O Judiciário brasileiro vem estabelecendo uma nova fronteira de responsabilidade para bancos e fintechs em casos de fraude digital. Mesmo quando o próprio cliente entrega suas credenciais a criminosos, as instituições financeiras precisam ter sistemas capazes de identificar movimentações suspeitas — e podem ser responsabilizadas se falharem nessa detecção.
A avaliação é de Bruno Balduccini, sócio do Pinheiro Neto Advogados, durante evento do JP Morgan sobre o futuro dos pagamentos digitais no Brasil. “Você começa a ter uma série de movimentos e o Judiciário, obviamente, nas decisões você começa a ver uma tendência muito clara de falar: não, sem dúvida, se você deu sua conta para um bandido, o banco não pode ser responsável. Porém, aquela instituição tinha que ter visto a atipicidade daquele movimento”, explicou o advogado.
Na prática, segundo Balduccini, os tribunais estão obrigando bancos e fintechs a investir ainda mais em tecnologia para monitorar o comportamento dos clientes. “Ele obriga os bancos aos players a criar uma mais tecnologia para acompanhar a vida daquele cliente, falar: poxa, mas ele nunca comprou dessa forma, como é que pode estar comprando? Mas será que não é algo suspeito?”, disse.
O advogado citou como exemplo sistemas que detectam até a localização do usuário. “O próprio banco tem um sistema de detectar onde essa pessoa está. De repente, ela está em um lugar onde ela nunca esteve. Será que isso é normal?”
O pêndulo regulatório
A mudança na jurisprudência reflete um movimento mais amplo do ambiente regulatório brasileiro, que Balduccini caracteriza como um “pêndulo” que está se ajustando após anos de forte liberalização.
Desde 2013, o Banco Central promoveu uma abertura agressiva do mercado financeiro, eliminando barreiras de entrada e facilitando a criação de fintechs e instituições de pagamento. Essa estratégia foi fundamental para o Brasil se tornar referência global em pagamentos instantâneos, mas trouxe novos desafios de segurança.
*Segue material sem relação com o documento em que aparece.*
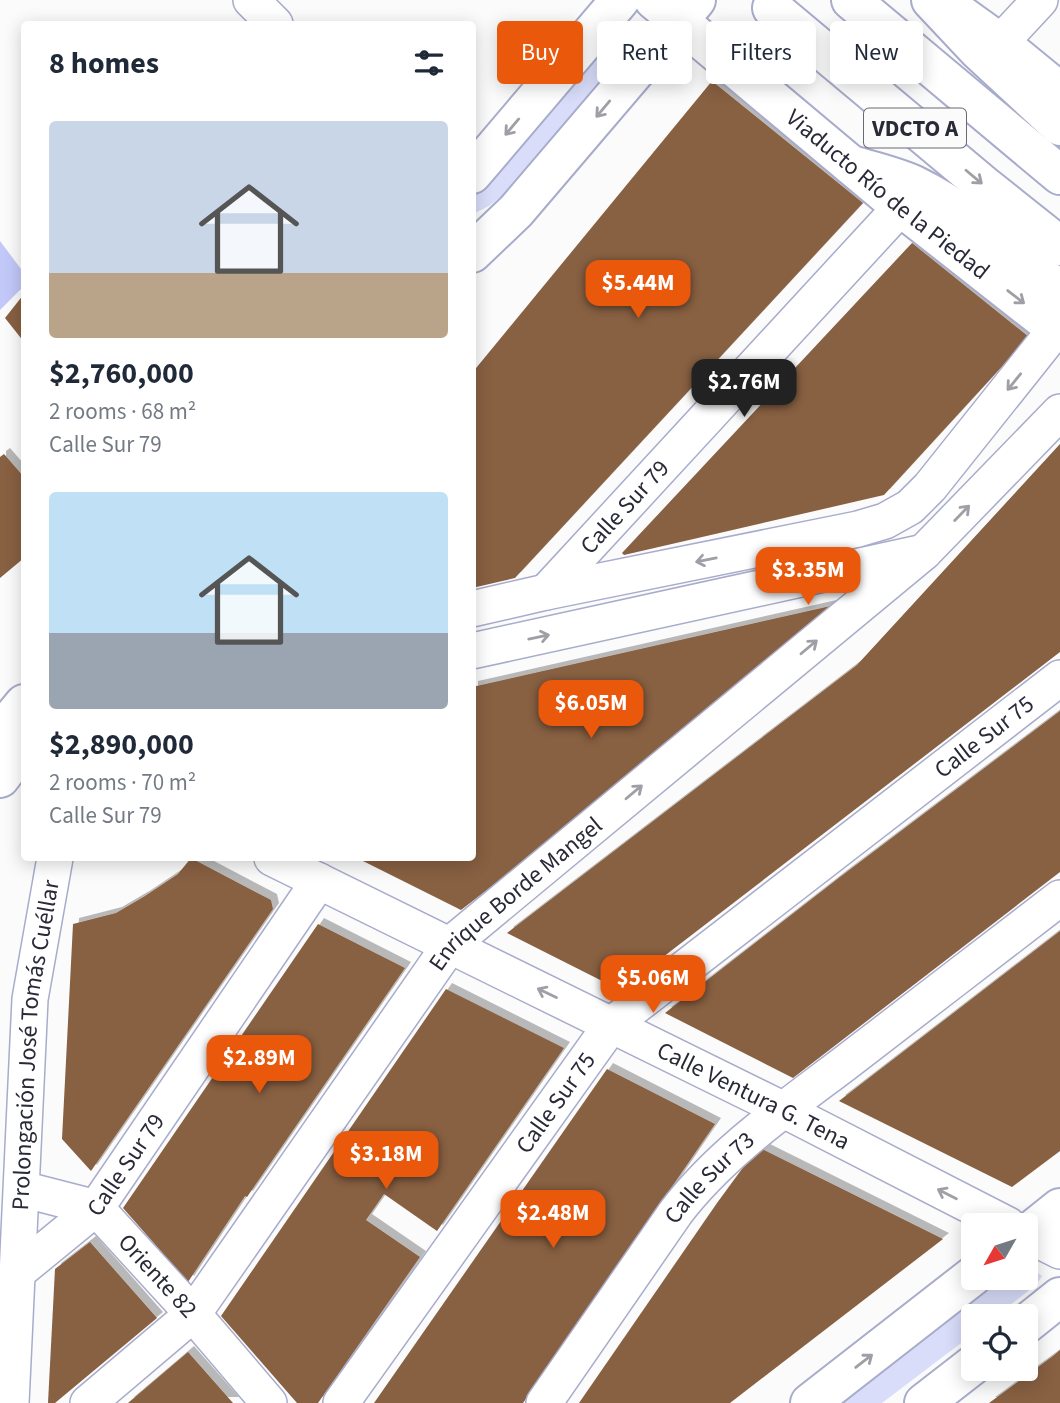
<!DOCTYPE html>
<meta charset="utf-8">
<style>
body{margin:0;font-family:"Source Sans 3",sans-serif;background:#f6f6f7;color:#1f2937;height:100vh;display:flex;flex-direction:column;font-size:26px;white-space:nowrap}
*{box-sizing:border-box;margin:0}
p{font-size:23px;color:#747a83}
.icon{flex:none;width:38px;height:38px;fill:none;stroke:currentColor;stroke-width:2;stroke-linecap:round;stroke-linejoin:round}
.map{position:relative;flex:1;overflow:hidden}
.details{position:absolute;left:21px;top:21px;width:455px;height:840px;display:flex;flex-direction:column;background:#fff;border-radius:7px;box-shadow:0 4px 18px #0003}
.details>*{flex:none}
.hud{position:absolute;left:497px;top:21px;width:457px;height:63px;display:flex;gap:14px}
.needle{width:46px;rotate:231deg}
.fabs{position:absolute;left:961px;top:1213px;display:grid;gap:14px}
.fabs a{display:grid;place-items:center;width:77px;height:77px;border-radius:7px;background:#fff;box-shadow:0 4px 18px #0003;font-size:35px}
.price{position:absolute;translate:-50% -60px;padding:0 16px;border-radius:14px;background:#ea580c;color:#fff;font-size:23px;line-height:46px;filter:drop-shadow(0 2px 4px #0008)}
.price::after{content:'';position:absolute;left:50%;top:42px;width:21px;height:16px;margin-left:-10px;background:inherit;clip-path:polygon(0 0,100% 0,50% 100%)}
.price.active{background:#222;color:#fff}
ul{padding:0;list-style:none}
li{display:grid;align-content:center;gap:14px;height:371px;padding:0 28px}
li span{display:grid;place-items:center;height:217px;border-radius:7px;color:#555}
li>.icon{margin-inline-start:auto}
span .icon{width:126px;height:126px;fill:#fffc;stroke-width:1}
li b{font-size:30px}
h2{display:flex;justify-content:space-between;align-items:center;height:84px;padding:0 28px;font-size:30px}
.pill{padding:0 24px;border-radius:7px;background:#fff;box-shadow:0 4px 18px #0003;font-size:24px;line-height:63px}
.pill.active{background:#ea580c;color:#fff}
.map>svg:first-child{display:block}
</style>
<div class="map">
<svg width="1060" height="1403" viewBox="0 0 1060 1403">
<defs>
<filter id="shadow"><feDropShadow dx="6" dy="-6" stdDeviation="0" flood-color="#0004"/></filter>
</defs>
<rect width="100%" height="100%" fill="#fbfbfb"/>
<g fill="#d9ddfa">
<polygon points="622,16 642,33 507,192 489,206 473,214 473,195"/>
<polygon points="1026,1264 1042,1276 1036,1285 996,1316 973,1316 973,1334 882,1403 819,1403 984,1278 1026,1278"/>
</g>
<polygon fill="#c2c8f8" points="0,241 24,273 24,286 0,310"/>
<g fill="#886042" filter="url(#shadow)">
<polygon points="712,81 863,203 515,578 472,588 472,373"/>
<polygon points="912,243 1029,337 884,495 624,555 622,553"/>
<polygon points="24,294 24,342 5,318"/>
<polygon points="1060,444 1060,652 620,990 507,933 857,665"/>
<polygon points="4,454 24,477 24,558 0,578 0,457"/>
<polygon points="844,603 847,613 461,910 357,858 472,858 472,687"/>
<polygon points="1060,711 1060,872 793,1078 665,1013 840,877"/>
<polygon points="191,858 271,900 273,909 91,1171 62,1139 73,924 116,913 145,896 178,874"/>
<polygon points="318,924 405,968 247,1197 245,1196 188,1282 123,1208"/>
<polygon points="1060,931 1060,1151 1012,1187 839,1101"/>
<polygon points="446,989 564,1048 437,1231 384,1194 366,1220 420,1257 318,1403 297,1403 221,1316"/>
<polygon points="607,1069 715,1124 542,1376 523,1403 374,1403"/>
<polygon points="758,1147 943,1239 730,1403 579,1403 717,1203"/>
<polygon points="90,1242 157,1318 55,1403 48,1403 55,1269"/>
<polygon points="1060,1350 1060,1403 989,1403 1053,1356"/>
<polygon points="188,1352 233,1403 128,1403"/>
</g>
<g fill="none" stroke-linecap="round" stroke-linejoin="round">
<defs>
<g id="minor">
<polyline points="251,0 275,24"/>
<polyline points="1000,43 1040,0"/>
<path id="s1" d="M546 592 901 207"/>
<polyline points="472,609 546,592 858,529 885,521 910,507 930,487 1056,329"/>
<polyline points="472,651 924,552 1060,412"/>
<path id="s2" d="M272 858 784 1110 1008 1225"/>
<path id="s3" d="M22 1189 96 1208 193 1314 269 1403"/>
<polyline points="1026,1234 1060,1251"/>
<path id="s4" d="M8 1280 96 1208 319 881"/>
<path id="s5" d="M11 1403 30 999 55 858"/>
<path id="s6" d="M88 1403 193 1314 450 945 924 552"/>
<path id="s7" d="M341 1403 611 1025 1060 678"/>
<path id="s8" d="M544 1403 676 1212C720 1154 786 1108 844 1064 916 1009 988 953 1060 898"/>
</g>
<g id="major">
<path id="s9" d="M654 0 901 207 1060 332"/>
<polyline points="954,10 1000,43 1060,92"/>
<polyline points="472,174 620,0"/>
<polyline points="472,253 516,211 696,0"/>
<polyline points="0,733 24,704"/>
<polyline points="0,778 24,746"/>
<polyline points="1026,1235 1060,1208"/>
<polyline points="1026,1324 1060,1297"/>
<polyline points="810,1403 973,1276"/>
<polyline points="924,1403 973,1365"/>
</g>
<g id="highway">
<polyline points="851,0 1060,175"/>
<polyline points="931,0 978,50 1060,126"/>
<polyline points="772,8 987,188 1060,246"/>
<path d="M851 165C872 171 894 176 914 185 966 210 1015 255 1060 291"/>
</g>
</defs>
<use href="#minor" stroke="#a8accb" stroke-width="38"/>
<use href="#major" stroke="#a8accb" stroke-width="42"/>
<use href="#highway" stroke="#a8accb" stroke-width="42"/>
<use href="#minor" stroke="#fff" stroke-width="35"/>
<use href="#major" stroke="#fff" stroke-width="38"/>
<use href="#highway" stroke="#fff" stroke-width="38"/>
</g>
<defs><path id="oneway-shaft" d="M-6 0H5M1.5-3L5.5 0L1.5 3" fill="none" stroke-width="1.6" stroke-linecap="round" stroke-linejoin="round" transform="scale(1.75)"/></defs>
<g stroke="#9f9fa5">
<use href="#oneway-shaft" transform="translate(603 109) rotate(130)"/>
<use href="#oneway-shaft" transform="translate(512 127) rotate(130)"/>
<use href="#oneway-shaft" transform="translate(974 177) rotate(40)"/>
<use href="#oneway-shaft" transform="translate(1016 297) rotate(38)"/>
<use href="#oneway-shaft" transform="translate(1014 382) rotate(129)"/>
<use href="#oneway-shaft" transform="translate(962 513) rotate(-46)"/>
<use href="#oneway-shaft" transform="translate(706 560) rotate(169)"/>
<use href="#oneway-shaft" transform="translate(539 637) rotate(-12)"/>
<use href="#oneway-shaft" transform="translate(809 647) rotate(-40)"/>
<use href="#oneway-shaft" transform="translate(634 792) rotate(-40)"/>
<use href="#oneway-shaft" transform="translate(547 993) rotate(-154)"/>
<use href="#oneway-shaft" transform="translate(947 1194) rotate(-153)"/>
<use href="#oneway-shaft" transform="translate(864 1361) rotate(-38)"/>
</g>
<g text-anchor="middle" stroke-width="7" stroke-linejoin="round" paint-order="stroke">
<rect fill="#fbfbfb" stroke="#686972" stroke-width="2" x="864" y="108.5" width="102" height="39" rx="5"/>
<g font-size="23" font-weight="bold" fill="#292a37">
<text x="915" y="136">VDCTO A</text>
</g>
<g font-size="24" fill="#292a37" stroke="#fbfbfb">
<text dy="8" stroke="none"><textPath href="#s9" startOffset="304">Viaducto Río de la Piedad</textPath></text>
<text dy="8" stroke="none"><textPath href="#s1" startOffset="116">Calle Sur 79</textPath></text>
<text dy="8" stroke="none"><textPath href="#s7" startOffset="936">Calle Sur 75</textPath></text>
<text dy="8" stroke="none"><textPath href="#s6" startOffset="670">Enrique Borde Mangel</textPath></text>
<text dy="8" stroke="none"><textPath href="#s5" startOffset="359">Prolongación José Tomás Cuéllar</textPath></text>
<text dy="8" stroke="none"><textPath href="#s2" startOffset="537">Calle Ventura G. Tena</textPath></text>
<text dy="8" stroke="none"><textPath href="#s7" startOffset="369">Calle Sur 75</textPath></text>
<text dy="8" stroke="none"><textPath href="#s4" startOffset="166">Calle Sur 79</textPath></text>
<text dy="8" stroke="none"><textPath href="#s8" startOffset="280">Calle Sur 73</textPath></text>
<text dy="8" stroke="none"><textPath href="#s3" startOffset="168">Oriente 82</textPath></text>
</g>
</g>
</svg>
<div class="fabs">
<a><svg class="needle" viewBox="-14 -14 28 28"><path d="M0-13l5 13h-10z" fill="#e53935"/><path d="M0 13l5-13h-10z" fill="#747a83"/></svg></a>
<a><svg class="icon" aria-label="locate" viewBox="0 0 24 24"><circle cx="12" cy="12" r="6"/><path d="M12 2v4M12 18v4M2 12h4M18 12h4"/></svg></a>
</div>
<b class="price" style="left:638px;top:320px">$5.44M</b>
<b class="price active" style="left:744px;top:419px">$2.76M</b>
<b class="price" style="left:808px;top:607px">$3.35M</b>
<b class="price" style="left:591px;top:740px">$6.05M</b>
<b class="price" style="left:653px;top:1015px">$5.06M</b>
<b class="price" style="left:259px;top:1095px">$2.89M</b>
<b class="price" style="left:386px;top:1191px">$3.18M</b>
<b class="price" style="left:553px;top:1250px">$2.48M</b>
<div class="hud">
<a class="pill active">Buy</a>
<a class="pill">Rent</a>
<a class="pill">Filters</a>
<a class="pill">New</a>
</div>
<section class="details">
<h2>8 homes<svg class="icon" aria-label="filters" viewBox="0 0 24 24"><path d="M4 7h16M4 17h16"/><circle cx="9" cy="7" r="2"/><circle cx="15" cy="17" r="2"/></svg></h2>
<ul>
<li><span style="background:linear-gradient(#c9d6e8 70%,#b9a48a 0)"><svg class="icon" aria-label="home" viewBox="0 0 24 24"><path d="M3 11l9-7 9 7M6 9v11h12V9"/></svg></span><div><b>$2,760,000</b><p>2 rooms · 68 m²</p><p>Calle Sur 79</p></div></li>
<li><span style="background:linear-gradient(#bfe0f5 65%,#9aa5b1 0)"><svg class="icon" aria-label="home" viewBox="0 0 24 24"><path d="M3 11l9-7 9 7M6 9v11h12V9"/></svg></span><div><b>$2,890,000</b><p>2 rooms · 70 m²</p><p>Calle Sur 79</p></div></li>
</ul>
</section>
</div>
“O Banco Central sempre foi um grande incentivador da competição, da abertura do mercado. Fez uma série de movimentos e teve um pêndulo muito liberal. E esse pêndulo hoje começa a ir para o meio”, avaliou.
Entre as medidas recentes do regulador para fortalecer a segurança estão a limitação de transações para pequenas fintechs a R$ 15 mil — exceto quando comprovam ter passado por auditoria de segurança — e a criação de um sistema para registrar tentativas de abertura de contas fraudulentas, permitindo que outras instituições consultem esse histórico antes de aceitar novos clientes.
Responsabilidade compartilhada
O debate sobre responsabilização ocorre em um cenário desafiador. O Brasil é o segundo país com maior número de ataques cibernéticos do mundo, com aumento de 30% em 2024. Ao mesmo tempo, a engenharia social — quando criminosos convencem vítimas a fornecer dados — representa 70% dos prejuízos financeiros do setor.
“Não tem como mais a gente enxergar segurança cibernética, prevenção à fraude, de uma maneira desconexa, separada, em silos”, alertou José Luiz Santana, chefe de segurança do C6 Bank, que também participou do evento.
Para Ivo Mosca, diretor executivo de inovação da Febraban, o setor financeiro brasileiro investe cerca de R$ 50 bilhões por ano em tecnologia, com aproximadamente 10% destinados especificamente a segurança e prevenção a fraudes.
A nova postura do Judiciário, portanto, não apenas estabelece parâmetros mais rígidos de responsabilidade, mas também sinaliza que segurança deixou de ser um diferencial competitivo para se tornar uma exigência básica de operação no sistema financeiro digital brasileiro.